Paleontologists Weigh In On The Dinosaur Population, Extinction In Europe

It is a widely accepted theory that the extinction of the dinosaurs (also known as the Cretaceous-Paleogene extinction) was caused by an asteroid impact that happened 66 million years. However, this extinction theory is largely based only on late Cretaceous North American fossil findings. This lack of scope of evidence has raised some speculations that the asteroid impact has been just a local extinction event as opposed to a global one.

A new study shows that dinosaurs were also abundant in Europe until 66 million years ago, around the same time of the asteroid impact.

This new study combines the considerable amount of research data collected on late Cretaceous dinosaur fossil findings commonly found in France, Romania, Spain, and other European countries over the last 20 years.

The new study reviews the fossil records of late Cretaceous dinosaurs and other land living vertebrates from Europe, and the most recent survey of how these animals were changing right up to the point of the asteroid impact. The study is available on ZooKeys, an open access journal.

It has been determined by a team of researchers that until very late into the Cretaceous period, right before the asteroid hit the earth, dinosaurs remained abundant and diverse in Europe. The team of researchers is led by Zoltán Csiki-Sava from the Faculty of Geology and Geophysics of the University of Bucharest.

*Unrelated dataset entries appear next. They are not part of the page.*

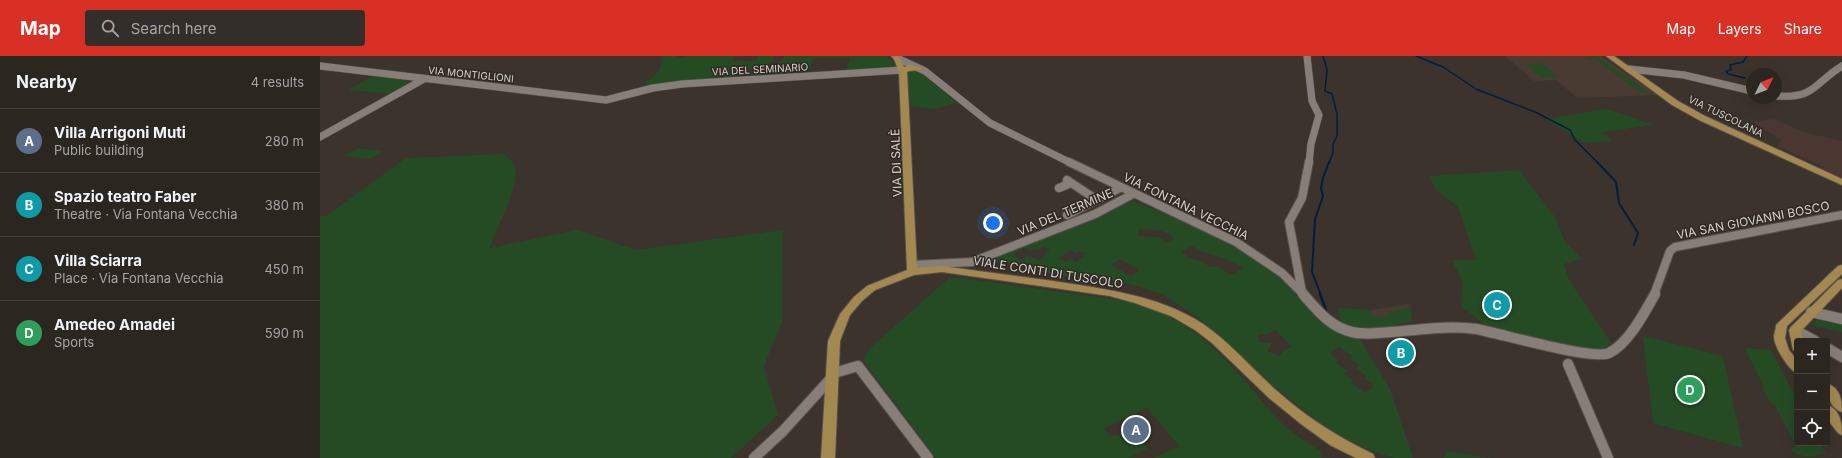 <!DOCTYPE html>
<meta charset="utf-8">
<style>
:root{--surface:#2c2621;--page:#342e2a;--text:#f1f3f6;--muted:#a6a5a5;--line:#48433f;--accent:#d93025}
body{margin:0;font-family:Inter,sans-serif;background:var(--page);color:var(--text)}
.controls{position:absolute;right:12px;bottom:12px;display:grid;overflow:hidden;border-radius:4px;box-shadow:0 4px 16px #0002}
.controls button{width:36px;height:36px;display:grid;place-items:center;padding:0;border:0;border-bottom:1px solid var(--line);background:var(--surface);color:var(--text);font:20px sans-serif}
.compass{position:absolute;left:1426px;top:12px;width:36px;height:36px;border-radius:50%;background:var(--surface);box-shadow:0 4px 16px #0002;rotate:47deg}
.you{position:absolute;left:673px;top:167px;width:14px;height:14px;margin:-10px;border:3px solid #fff;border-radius:50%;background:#1a73e8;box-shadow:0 0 0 6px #1a73e833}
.badge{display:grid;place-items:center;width:26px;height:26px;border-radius:50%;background:var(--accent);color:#fff;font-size:13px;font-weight:700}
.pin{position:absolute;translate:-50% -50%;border:2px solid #fff;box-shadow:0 1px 4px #0006}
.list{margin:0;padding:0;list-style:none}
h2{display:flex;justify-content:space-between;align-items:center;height:52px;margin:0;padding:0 16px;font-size:17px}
h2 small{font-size:13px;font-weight:400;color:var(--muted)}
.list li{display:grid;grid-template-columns:26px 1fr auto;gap:12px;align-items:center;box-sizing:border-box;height:64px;padding:0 16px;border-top:1px solid var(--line)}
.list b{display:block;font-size:15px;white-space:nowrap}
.list p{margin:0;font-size:13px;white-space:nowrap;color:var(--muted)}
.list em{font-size:13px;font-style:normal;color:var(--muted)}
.icon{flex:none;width:22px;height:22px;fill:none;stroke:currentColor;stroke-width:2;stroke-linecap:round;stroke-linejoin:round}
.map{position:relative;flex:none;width:1522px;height:402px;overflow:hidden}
header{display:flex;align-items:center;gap:24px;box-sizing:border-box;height:56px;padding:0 20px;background:var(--accent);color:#fff}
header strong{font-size:19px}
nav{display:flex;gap:22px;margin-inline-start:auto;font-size:14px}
.search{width:280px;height:36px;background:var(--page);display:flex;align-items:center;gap:10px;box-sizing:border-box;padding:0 14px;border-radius:4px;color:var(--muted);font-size:15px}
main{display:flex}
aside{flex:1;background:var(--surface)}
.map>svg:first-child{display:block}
.built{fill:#493b31}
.medical{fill:#4a3731}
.green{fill:#254b25;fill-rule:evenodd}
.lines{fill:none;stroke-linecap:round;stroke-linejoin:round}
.stream-far2{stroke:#001e3f;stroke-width:1.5}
.stream-far1{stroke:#001e3f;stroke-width:2}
.stream{stroke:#001e3f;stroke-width:2.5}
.minor-far2-casing{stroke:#58514c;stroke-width:8}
.minor-far1-casing{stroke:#58514c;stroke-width:10}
.minor-casing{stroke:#58514c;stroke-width:12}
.major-casing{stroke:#58514c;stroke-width:2}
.minor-far2{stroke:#877e77;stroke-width:7}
.minor-far1{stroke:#877e77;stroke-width:8}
.minor{stroke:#877e77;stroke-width:10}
.major{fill:#a48852;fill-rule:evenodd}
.labels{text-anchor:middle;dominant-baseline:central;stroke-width:3;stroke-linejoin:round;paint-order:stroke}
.far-street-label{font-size:10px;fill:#d6d1cd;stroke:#312923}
.street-label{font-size:12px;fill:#d6d1cd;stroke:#312923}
</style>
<header>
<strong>Map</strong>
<div class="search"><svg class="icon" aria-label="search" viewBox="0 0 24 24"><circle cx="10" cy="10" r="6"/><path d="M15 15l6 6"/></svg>Search here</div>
<nav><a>Map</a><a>Layers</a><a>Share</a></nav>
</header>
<main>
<aside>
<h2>Nearby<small>4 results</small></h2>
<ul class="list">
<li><span class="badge" style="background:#5c6f8a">A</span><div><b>Villa Arrigoni Muti</b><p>Public building</p></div><em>280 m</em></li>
<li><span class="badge" style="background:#0f9aa8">B</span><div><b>Spazio teatro Faber</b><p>Theatre · Via Fontana Vecchia</p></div><em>380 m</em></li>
<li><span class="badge" style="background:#0f9aa8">C</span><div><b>Villa Sciarra</b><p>Place · Via Fontana Vecchia</p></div><em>450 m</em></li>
<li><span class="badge" style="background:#2e9e5b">D</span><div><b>Amedeo Amadei</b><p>Sports</p></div><em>590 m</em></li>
</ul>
</aside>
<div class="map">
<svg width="1522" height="402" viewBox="0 0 1522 402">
<rect width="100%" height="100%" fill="#3b332c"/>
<path class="built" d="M 1185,0 L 1281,0 L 1338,39 L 1258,42 L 1236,24 L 1214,25 Z
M 1090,248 L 1092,265 L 1052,275 L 1018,252 L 1050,254 Z"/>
<path class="medical" d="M 1454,63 L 1487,77 L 1522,85 L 1522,122 L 1501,113 L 1504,111 L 1459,91 L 1457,89 L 1461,85 L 1459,82 L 1432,66 Z"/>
<path class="green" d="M 342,0 L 358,0 L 358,2 L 367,0 L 428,0 L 415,1 L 413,5 L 435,5 L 438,0 L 455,0 L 453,5 L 449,6 L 447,13 L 473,12 L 474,8 L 457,9 L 458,6 L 462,5 L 464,0 L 569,0 L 567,2 L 570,3 L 579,13 L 526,14 L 530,2 L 497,2 L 493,3 L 487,19 L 436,21 L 437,19 L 432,19 L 434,12 L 398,14 L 398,15 L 430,14 L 427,21 L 318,35 L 340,14 Z
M 1269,0 L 1277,0 L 1330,38 L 1318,35 L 1275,3 L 1267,4 L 1264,2 L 1271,2 Z
M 1221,7 L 1238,21 L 1222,22 L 1205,8 Z
M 599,13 L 630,38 L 629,40 L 639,46 L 615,53 L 590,50 L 592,46 L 589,44 L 587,15 Z
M 61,20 L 82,22 L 87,25 L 86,28 L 74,38 L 28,34 L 51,21 Z
M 1287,53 L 1334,69 L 1283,76 L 1292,85 L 1265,87 L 1226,63 Z
M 38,92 L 64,95 L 50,103 L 24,100 Z
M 183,98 C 186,100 190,103 193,106 C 205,122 175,174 170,192 L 257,174 L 316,194 L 463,174 L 462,266 L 444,310 L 458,359 L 411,402 L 0,402 L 0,160 L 6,160 L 86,102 Z
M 1199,114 L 1235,161 L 1244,184 L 1262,203 L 1244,208 L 1249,224 L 1291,287 L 1283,294 L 1273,294 L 1202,279 L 1164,268 L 1141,250 L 1143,226 L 1132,204 L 1156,204 L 1138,151 L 1116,134 L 1109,120 Z
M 813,145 L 883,173 L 903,184 L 956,216 L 998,264 L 1028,280 L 1039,282 L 1070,333 L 1093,402 L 1074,402 L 1052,395 L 1024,382 L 999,366 L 923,306 L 880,263 L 840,237 L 809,228 L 726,217 L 700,209 L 664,205 ZM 818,174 C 832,173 845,173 855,183 L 847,186 L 838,181 L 818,180 ZM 872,190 C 888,200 907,201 923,212 L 911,219 L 899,211 L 890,211 L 881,205 L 871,203 L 861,196 ZM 722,191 L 730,193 L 720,204 L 707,200 L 700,204 L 693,198 L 705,192 L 710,196 L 713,193 L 718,195 ZM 750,194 L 756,197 L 760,195 L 766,198 L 756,206 L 750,203 L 745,206 L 739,202 ZM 800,203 L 819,214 L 819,215 L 811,220 L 791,209 ZM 956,274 L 972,291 L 964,294 L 959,300 L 947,295 L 952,287 L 940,287 L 938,278 L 948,278 ZM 1019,291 L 1032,300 L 1029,302 L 1039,309 L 1036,312 L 1047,320 L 1044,322 L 1054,330 L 1045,337 L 1031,327 L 1034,325 L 1024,318 L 1027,315 L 1016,307 L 1019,304 L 1010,298 Z
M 629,222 L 641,222 L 806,245 C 862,258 892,287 929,330 C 941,344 953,360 968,373 C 978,381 990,388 1000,395 L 1002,402 L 834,402 L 859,390 L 827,352 L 784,372 L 790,381 L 798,378 L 802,383 L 815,377 L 828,392 L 808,402 L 616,402 L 543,304 L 549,293 Z
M 1018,252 L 1050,254 L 1052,260 L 1069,261 L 1067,256 L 1091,252 L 1092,265 L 1052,275 L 1022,270 Z
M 1497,264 L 1522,268 L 1522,276 L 1492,269 Z
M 1323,280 L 1403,300 L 1423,392 L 1333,367 Z
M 1427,292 L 1451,294 L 1477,344 L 1477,387 L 1500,387 L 1506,397 C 1487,402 1485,402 1469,394 L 1475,391 L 1471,380 L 1454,348 L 1451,348 L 1442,331 L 1444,331 L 1425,293 Z
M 1126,395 L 1172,402 L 1124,402 Z"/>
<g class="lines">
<path class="stream-far2" d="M 1003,0 L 1007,14 L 1005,35 L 1012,38 L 1017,58 L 1017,80 L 1013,88 L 1013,97 L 1009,107
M 1096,0 L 1123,11 L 1156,33 L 1215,56 L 1250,74 L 1255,84 L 1278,107
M 1425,22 L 1408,18 L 1406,15 L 1411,14 L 1410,9 L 1423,6 L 1427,0"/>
<path class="stream-far1" d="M 1277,106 L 1296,126 L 1299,147 L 1318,177 L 1314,189
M 1001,239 L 992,216 L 995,163 L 1003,140 L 1001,132 L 1003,122 L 1009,106"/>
<path class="stream" d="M 1000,238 L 1006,254"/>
<g class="minor-far2-casing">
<path id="minor-far2" d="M 987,0 L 992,45 L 999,59 L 991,88 L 989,107
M 577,2 L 605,15 L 670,67 L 751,107
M 0,10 L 286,44 L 333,32 L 362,28 L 583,14
M 1309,13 L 1364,19 L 1432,35
M 1456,40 C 1495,43 1493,28 1522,10
M 0,81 L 104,23"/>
</g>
<g class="minor-far1-casing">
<path id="minor-far1" d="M 749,106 L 916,186 L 962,217 L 984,239
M 747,124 L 777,144
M 739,132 L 751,127
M 747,159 L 800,132
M 592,209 L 652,206 L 775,158 L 813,138
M 982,236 L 969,166 L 982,142 L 989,106
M 1334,239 L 1350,195 L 1355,191 L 1522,159"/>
</g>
<g class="minor-casing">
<path id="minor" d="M 983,238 C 997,254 1010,271 1032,276 C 1045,279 1058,277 1071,276 C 1099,274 1128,269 1156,273 C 1179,277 1273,305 1289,297 C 1308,288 1325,256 1335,238
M 1491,256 L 1522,263
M 1475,274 L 1495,285
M 1507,292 L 1522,301
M 1248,308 L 1288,402
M 514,317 L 538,310 L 608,402
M 434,402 L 463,375 L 513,320"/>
</g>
<g class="major-casing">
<path id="major" d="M 571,0 L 579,1 L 584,11 L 590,9 L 603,12 C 599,16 592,13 587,16 L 597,212 L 622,210 C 659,215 696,220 733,225 C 784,233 839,239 883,268 C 911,287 932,313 957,335 C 986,361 1018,381 1053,398 L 1055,402 L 1036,402 L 1010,389 L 981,368 L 949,342 L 892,287 L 875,274 L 851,260 L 815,247 L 790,240 L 622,216 L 594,219 L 555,234 L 542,245 L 530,259 L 520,285 L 515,402 L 501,402 L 508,285 L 520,258 L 534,241 L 547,230 L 587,214 L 579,16 L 574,3 Z
M 1286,0 L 1294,0 L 1358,45 L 1385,60 L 1522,123 L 1522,129 L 1379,64 L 1352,49 Z
M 1522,209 L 1522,218 L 1467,270 L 1465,282 L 1469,294 L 1477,304 L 1477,317 C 1469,315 1454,290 1454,281 C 1454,278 1456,273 1456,269 L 1518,210 Z
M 1522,223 L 1522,232 L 1481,275 L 1482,285 L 1477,285 L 1477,295 L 1473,294 L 1469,274 L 1471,271 L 1518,224 Z
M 1507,328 C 1520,331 1522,344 1522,356 C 1510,352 1507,339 1507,328 Z
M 1507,349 C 1520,353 1522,367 1522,379 L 1518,377 L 1507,363 Z"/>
</g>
<use href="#minor-far2" class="minor-far2"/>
<use href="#minor-far1" class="minor-far1"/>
<use href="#minor" class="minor"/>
<use href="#major" class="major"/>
</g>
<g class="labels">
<g class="far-street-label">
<text transform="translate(440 13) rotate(-3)">VIA DEL SEMINARIO</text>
<text transform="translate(151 18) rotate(6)">VIA MONTIGLIONI</text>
<text transform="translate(1406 60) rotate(26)">VIA TUSCOLANA</text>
</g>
<g class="street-label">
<text transform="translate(576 107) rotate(-92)">VIA DI SALÈ</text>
<text transform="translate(866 150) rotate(26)">VIA FONTANA VECCHIA</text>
<text transform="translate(745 156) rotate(-23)">VIA DEL TERMINE</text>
<text transform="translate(1433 164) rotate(-11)">VIA SAN GIOVANNI BOSCO</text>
<text transform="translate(728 216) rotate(9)">VIALE CONTI DI TUSCOLO</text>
</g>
</g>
</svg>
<div class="controls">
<button>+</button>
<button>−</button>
<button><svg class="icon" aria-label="locate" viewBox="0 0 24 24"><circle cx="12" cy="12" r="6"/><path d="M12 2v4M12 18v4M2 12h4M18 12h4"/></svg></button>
</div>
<svg class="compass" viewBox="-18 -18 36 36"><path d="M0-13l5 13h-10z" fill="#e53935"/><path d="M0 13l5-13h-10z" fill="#a6a5a5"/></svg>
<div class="you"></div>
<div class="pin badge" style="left:816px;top:374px;background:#5c6f8a">A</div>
<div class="pin badge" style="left:1081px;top:297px;background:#0f9aa8">B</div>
<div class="pin badge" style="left:1177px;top:249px;background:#0f9aa8">C</div>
<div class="pin badge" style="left:1370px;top:334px;background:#2e9e5b">D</div>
</div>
</main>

Both carnivorous and herbivorous dinosaurs are not only present but seemingly abundant in Europe during the last hundred thousand years before the asteroid hit the earth. This is based on late Cretaceous dinosaur fossils found in the Pyrenees of Spain and France, which is the best place in Europe for finding latest Cretaceous dinosaur fossils.

“For a long time, Europe was overshadowed by other continents when the understanding of the nature, composition and evolution of latest Cretaceous continental ecosystems was concerned. The last 25 years witnessed a huge effort across all Europe to improve our knowledge, and now we are on the brink of fathoming the significance of these new discoveries, and of the strange and new story they tell about life at the end of the Dinosaur Era,” Dr. Csiki-Sava said.

Dr. Steve Brusatte from the University of Edinburgh’s School of GeoSciences (UK), and an author on the report, adds, “Everyone knows that an asteroid hit 66 million years ago and dinosaurs disappeared, but this story is mostly based on fossils from one part of the world, North America. We now know that European dinosaurs were thriving up to the asteroid impact, just like in North America. This is strong evidence that the asteroid really did kill off dinosaurs in their prime, all over the world at once.”